### Importing Libraries

In [None]:
import gc #garbage collector
import numpy as np
import pandas as pd
import matplotlib.pyplot as plt
import seaborn as sns
import datetime as dt
import json
import sys

sys.path.append("..") # allow module discovery in parent directory

import warnings
warnings.filterwarnings('ignore')

from helper import utility
from helper.utility import NACellFillers

import importlib
importlib.reload(utility)

DATA_LOC: str = "../data"


### Importing Zillow Datasets

In [None]:
# Raw data set provided
prop_2016 = utility.load_data(f'{DATA_LOC}/properties_2016.csv')
prop_2017 = utility.load_data(f'{DATA_LOC}/properties_2017.csv')
train_2016 = utility.load_data(f'{DATA_LOC}/train_2016_v2.csv' , ['transactiondate'])
train_2017 = utility.load_data(f'{DATA_LOC}/train_2017.csv', ['transactiondate'])

In [None]:
# Combining the prop dataset with its corresponding train datasets on their parcelid
# left join is used so that all properties without logerror will be ignored
training_2016 = utility.merge_data(train_2016, prop_2016, 'parcelid')
training_2017 = utility.merge_data(train_2017, prop_2017, 'parcelid')

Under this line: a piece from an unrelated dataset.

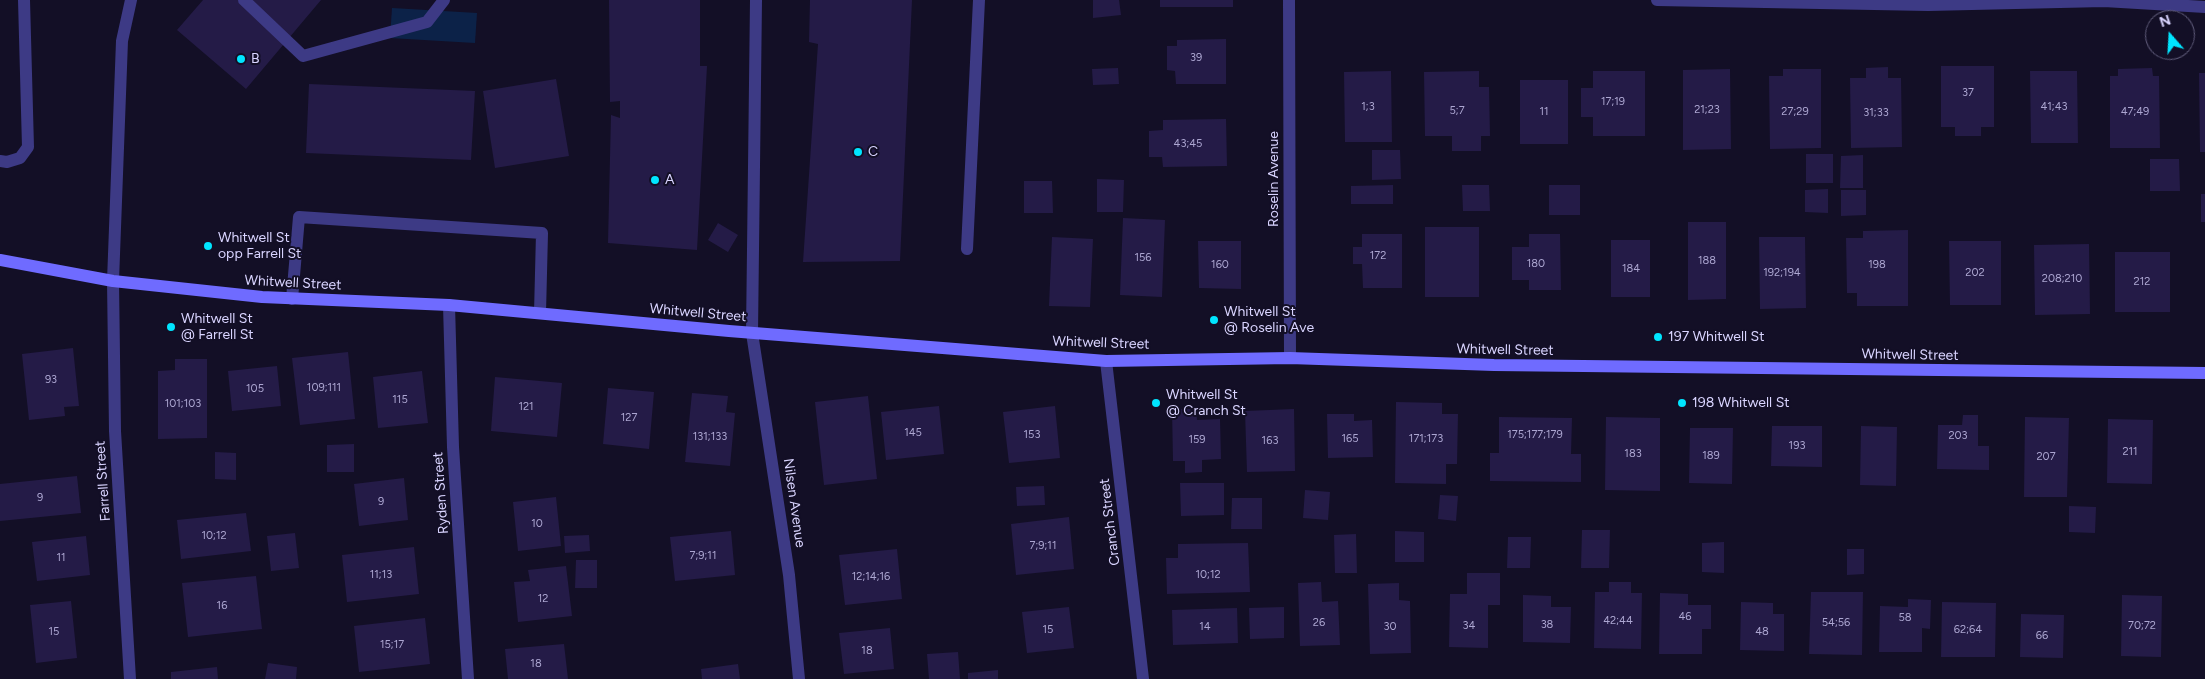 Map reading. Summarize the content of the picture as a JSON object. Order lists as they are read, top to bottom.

# Data across the 2 years are combined into one data frame for processing at later stages
training_all = pd.concat([training_2016, training_2017] , ignore_index=True)
properties_all = pd.concat([prop_2016, prop_2017], ignore_index=True)


training_all
#properties_all.shape


In [None]:
# Check and Drop any duplicates in the training dataset
# Duplicates are those which have the same parcelid and transactiondate

training_all.shape
utility.check_duplicates(training_all)
training_all = utility.drop_dups(training_all)

In [None]:
# We can see that there are no duplicates in the dataset so far
training_all.shape

### Looking at the Target Variable - logerror

In [None]:
target_y = training_all['logerror']


target_y.hist(bins=50, figsize=(8,4))
plt.show()

In [None]:
target_y.describe()

In [None]:
# Drop outliers that are more than 2.5 std away from mean
upper_threshold = target_y.mean() + (2.5*target_y.std())
lower_threshold = target_y.mean() - (2.5*target_y.std())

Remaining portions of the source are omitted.